- _Task description_
Extract, unchanged, every line from the top of the material below through the line with "Quick job: Transcribe", and no more.

= = = = = = =

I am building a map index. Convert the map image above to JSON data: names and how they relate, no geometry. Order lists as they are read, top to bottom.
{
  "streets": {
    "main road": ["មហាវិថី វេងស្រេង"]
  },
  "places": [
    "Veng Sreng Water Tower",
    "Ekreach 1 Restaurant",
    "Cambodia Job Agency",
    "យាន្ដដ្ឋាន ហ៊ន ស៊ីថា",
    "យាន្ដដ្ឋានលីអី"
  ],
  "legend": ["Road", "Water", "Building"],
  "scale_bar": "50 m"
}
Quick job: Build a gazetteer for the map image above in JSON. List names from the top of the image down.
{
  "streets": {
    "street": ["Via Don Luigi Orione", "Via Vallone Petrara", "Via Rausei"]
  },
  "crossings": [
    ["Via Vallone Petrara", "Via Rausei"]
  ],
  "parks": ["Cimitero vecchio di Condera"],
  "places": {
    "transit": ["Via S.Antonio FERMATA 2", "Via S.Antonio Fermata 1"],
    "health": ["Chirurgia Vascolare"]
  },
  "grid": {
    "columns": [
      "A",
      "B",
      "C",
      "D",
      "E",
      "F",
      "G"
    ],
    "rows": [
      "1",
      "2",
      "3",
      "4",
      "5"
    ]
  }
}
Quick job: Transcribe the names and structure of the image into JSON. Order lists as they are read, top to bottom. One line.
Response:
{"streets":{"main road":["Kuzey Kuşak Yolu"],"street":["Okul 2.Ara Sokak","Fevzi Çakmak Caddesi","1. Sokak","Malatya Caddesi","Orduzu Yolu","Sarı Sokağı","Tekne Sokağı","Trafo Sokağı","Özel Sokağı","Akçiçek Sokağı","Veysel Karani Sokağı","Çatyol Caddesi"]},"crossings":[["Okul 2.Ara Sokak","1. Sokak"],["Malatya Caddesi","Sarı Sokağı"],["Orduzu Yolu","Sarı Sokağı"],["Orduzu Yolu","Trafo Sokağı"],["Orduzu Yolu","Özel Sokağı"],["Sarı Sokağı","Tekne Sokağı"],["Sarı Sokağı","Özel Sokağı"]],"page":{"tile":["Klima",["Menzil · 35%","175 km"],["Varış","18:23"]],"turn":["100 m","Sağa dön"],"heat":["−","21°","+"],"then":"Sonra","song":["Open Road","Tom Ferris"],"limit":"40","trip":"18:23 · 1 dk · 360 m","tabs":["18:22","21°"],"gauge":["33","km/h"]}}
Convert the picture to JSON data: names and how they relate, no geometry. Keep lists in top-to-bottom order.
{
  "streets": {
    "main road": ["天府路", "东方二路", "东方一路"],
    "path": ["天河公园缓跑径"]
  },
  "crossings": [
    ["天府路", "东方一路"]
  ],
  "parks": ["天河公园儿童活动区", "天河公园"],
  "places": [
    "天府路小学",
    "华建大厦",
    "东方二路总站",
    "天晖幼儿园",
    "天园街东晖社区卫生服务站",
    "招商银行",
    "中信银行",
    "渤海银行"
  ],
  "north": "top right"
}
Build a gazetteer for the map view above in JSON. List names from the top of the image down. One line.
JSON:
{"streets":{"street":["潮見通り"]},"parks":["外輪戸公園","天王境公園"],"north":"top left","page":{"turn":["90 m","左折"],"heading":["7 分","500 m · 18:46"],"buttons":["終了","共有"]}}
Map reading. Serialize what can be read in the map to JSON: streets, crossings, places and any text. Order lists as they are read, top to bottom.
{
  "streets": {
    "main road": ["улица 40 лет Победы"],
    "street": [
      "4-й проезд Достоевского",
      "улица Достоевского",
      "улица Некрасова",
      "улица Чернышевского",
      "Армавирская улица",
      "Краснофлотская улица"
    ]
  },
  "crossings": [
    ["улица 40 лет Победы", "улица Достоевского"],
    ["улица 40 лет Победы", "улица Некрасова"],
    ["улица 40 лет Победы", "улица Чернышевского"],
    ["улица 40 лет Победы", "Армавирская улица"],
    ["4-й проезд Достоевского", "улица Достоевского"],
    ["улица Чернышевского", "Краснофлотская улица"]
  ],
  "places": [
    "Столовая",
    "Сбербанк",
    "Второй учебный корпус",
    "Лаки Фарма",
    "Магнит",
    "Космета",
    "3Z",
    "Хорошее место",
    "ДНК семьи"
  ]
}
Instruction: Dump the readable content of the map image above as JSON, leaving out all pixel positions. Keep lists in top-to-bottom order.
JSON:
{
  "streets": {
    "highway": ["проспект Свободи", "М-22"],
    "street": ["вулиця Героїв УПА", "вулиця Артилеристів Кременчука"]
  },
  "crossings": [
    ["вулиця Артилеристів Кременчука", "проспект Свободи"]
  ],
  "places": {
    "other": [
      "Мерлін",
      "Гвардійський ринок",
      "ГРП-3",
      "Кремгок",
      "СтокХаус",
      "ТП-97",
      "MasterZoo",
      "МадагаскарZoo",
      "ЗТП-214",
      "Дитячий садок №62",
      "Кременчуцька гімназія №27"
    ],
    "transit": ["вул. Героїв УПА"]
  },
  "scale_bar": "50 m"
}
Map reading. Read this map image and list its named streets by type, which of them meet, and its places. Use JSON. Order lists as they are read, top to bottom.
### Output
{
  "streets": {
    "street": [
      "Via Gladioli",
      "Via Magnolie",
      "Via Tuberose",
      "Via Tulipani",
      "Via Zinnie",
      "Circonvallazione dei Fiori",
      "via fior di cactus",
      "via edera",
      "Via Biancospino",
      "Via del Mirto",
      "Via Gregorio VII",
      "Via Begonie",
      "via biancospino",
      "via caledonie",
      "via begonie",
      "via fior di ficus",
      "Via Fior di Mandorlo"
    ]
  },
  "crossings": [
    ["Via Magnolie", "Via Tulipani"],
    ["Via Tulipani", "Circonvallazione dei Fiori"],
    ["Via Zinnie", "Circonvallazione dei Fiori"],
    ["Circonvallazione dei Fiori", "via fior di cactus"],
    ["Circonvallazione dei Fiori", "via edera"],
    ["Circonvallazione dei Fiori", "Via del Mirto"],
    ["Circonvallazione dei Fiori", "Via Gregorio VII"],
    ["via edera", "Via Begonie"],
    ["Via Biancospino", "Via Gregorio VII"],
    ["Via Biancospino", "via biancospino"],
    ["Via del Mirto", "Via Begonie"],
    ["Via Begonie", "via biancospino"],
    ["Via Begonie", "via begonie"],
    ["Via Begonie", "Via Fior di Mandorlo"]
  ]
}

= = = = = = =

- _Answer to this problem_
I am building a map index. Convert the map image above to JSON data: names and how they relate, no geometry. Order lists as they are read, top to bottom.
{
  "streets": {
    "main road": ["មហាវិថី វេងស្រេង"]
  },
  "places": [
    "Veng Sreng Water Tower",
    "Ekreach 1 Restaurant",
    "Cambodia Job Agency",
    "យាន្ដដ្ឋាន ហ៊ន ស៊ីថា",
    "យាន្ដដ្ឋានលីអី"
  ],
  "legend": ["Road", "Water", "Building"],
  "scale_bar": "50 m"
}
Quick job: Build a gazetteer for the map image above in JSON. List names from the top of the image down.
{
  "streets": {
    "street": ["Via Don Luigi Orione", "Via Vallone Petrara", "Via Rausei"]
  },
  "crossings": [
    ["Via Vallone Petrara", "Via Rausei"]
  ],
  "parks": ["Cimitero vecchio di Condera"],
  "places": {
    "transit": ["Via S.Antonio FERMATA 2", "Via S.Antonio Fermata 1"],
    "health": ["Chirurgia Vascolare"]
  },
  "grid": {
    "columns": [
      "A",
      "B",
      "C",
      "D",
      "E",
      "F",
      "G"
    ],
    "rows": [
      "1",
      "2",
      "3",
      "4",
      "5"
    ]
  }
}
Quick job: Transcribe the names and structure of the image into JSON. Order lists as they are read, top to bottom. One line.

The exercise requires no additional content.